Ask an Expert: Dr. Greg Degnan on Medical Fitness

Greg Degnan

You have questions, we have answers. This month we spoke with Dr. Greg Degnan, medical director at ACAC, about medical fitness.

How do you define medical fitness in a club setting?

GD: There are a number of definitions. We believe medical fitness is the application of fitness and lifestyle change principles and practices to a deconditioned or disease-specific population.

What’s currently trending in medical fitness in the club industry — what should operators be aware of?

GD: Trending strategies include short-term programming aimed at disease-specific cohorts (diabetes, movement disorders, etc.) driven by patient referrals from healthcare providers.

Third-party reimbursement is the perceived holy grail. We are a long way from that being a reality, so design your programming around inexpensive introductory programs that will generate membership. Membership is still our primary business.

What should clubs keep in mind before pursuing medical fitness opportunities?

GD: You can’t market direct to consumer. The population you are going after are the deconditioned who have either never tried to become fit or have failed. They have not heard our message for the last 30 years and won’t now. As a result, you must have a strategy to market to and partner with the “keepers” of this population — their physicians, employers or allied healthcare providers.

How can clubs secure referrals from health practitioners?

GD: If you want providers to trust you with this special needs population, you must demonstrate you provide a safe haven with the expertise to manage their patients. Credentials, licenses, continuing education and letters after your name do matter to the medical community.

Is there anything else club operators should know about medical fitness?

GD: Exercise is not enough. This population also needs nutritional help. It must be a part of your programming. This is true when marketing to providers and also true if you are to produce the results which will earn their trust.
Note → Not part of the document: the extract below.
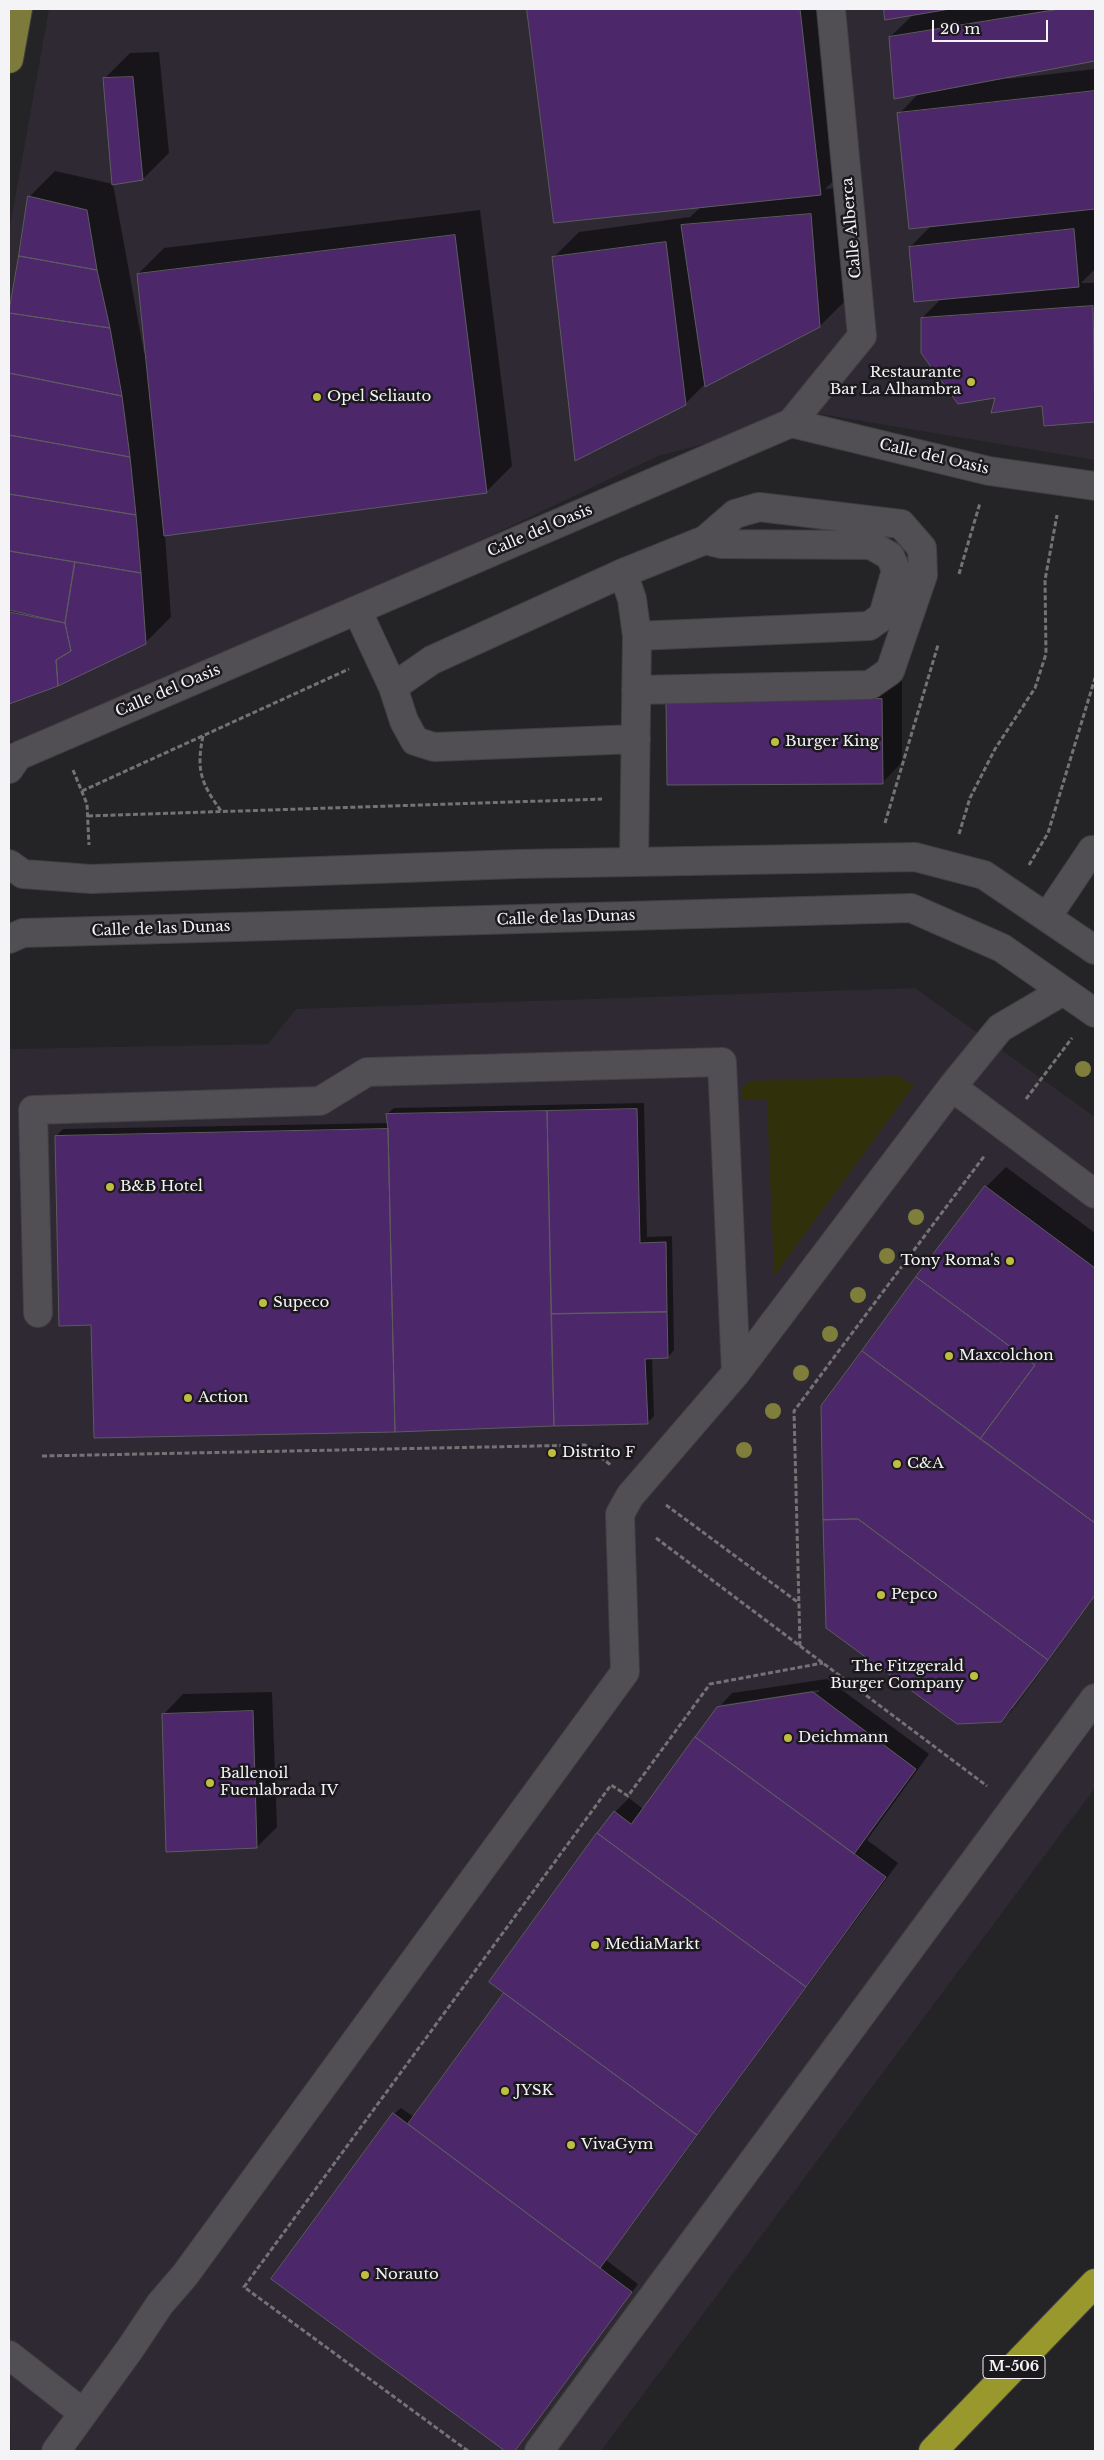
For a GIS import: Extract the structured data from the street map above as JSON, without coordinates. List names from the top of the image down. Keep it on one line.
{"streets":{"highway":["M-506"],"street":["Calle Alberca","Calle del Oasis","Calle de las Dunas"]},"crossings":[["Calle Alberca","Calle del Oasis"]],"places":["Restaurante Bar La Alhambra","Opel Seliauto","Burger King","B&B Hotel","Tony Roma's","Supeco","Maxcolchon","Action","Distrito F","C&A","Pepco","The Fitzgerald Burger Company","Deichmann","Ballenoil Fuenlabrada IV","MediaMarkt","JYSK","VivaGym","Norauto"],"scale_bar":"20 m"}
This population is intimidated by our facilities — spandex and chrome are not a comfort zone for them. Set aside a specific area of the club for this population and staff it with someone who loves this type of client. Make it someone who is willing to teach exercise 101.

Your facilities must be set up to be user friendly for this population. Specifically, you must have adequate room between stations to accommodate the morbidly obese and people with ambulatory assists, such as walkers and canes. Machines should be chosen with this population in mind — changing plates or adjusting seats can be difficult for the arthritic or less dexterous elderly population. Create a basic circuit with some machines, dumbbells and cardio. Keep it simple so they are guaranteed to succeed.